What It Actually Takes to Type-Check Nix

Nix has two mature language servers and zero type checkers. This is not an oversight; it reflects genuine structural difficulty. John Sterrett’s writeup on building both a type checker and an LSP for Nix is worth reading precisely because it confronts that difficulty honestly, mapping out what bidirectional inference and row polymorphism can cover and where the approach hits a hard ceiling.

The Existing Landscape

The current tooling splits into two tools with opposite trade-offs. nil, written in Rust by oxalica, does fast scope-level analysis: goto-definition, find-references, rename across files, dead code detection on unused let bindings. It uses demand-driven incremental computation modeled on rust-analyzer’s Salsa framework. It works without a Nix installation, stays well under 100 MB of memory, and starts instantaneously. It does not do type inference. nixd takes the opposite approach, embedding libnixexpr and running the actual Nix evaluator to provide accurate, evaluation-backed completions for NixOS options and home-manager modules. When configured against a nixpkgs path, it knows which packages exist because it evaluated them. Initial startup can take minutes and multiple gigabytes of RAM.

Neither tool tells you that you passed a string where a derivation was expected. That gap exists for reasons that go beyond implementation effort into type-theoretic limits specific to how Nix is designed.

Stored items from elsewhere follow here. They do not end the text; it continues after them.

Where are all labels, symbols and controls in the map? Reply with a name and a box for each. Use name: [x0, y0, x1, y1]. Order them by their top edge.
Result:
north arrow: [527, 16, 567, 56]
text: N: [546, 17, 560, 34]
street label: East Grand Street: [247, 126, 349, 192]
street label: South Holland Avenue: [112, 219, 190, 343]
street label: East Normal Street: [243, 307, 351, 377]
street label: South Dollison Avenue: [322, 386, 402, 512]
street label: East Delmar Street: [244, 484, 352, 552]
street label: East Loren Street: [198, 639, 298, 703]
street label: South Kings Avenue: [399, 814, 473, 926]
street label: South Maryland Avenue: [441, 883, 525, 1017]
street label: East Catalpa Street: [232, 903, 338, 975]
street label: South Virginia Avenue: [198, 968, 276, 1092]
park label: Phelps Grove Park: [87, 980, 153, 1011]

Why Nix Resists Static Typing

Nix’s expression language was designed by Eelco Dolstra for correctness-by-construction in package management, not for static analyzability. Several of its core idioms resist type inference in ways that illuminate broader truths about type system design.

Lazy evaluation is the first complication. Nix is call-by-need: every binding creates a thunk evaluated only on demand. A type checker operating without evaluation must reason structurally about what thunks will produce when forced, tracking types through arbitrary chains of function application across files without running anything.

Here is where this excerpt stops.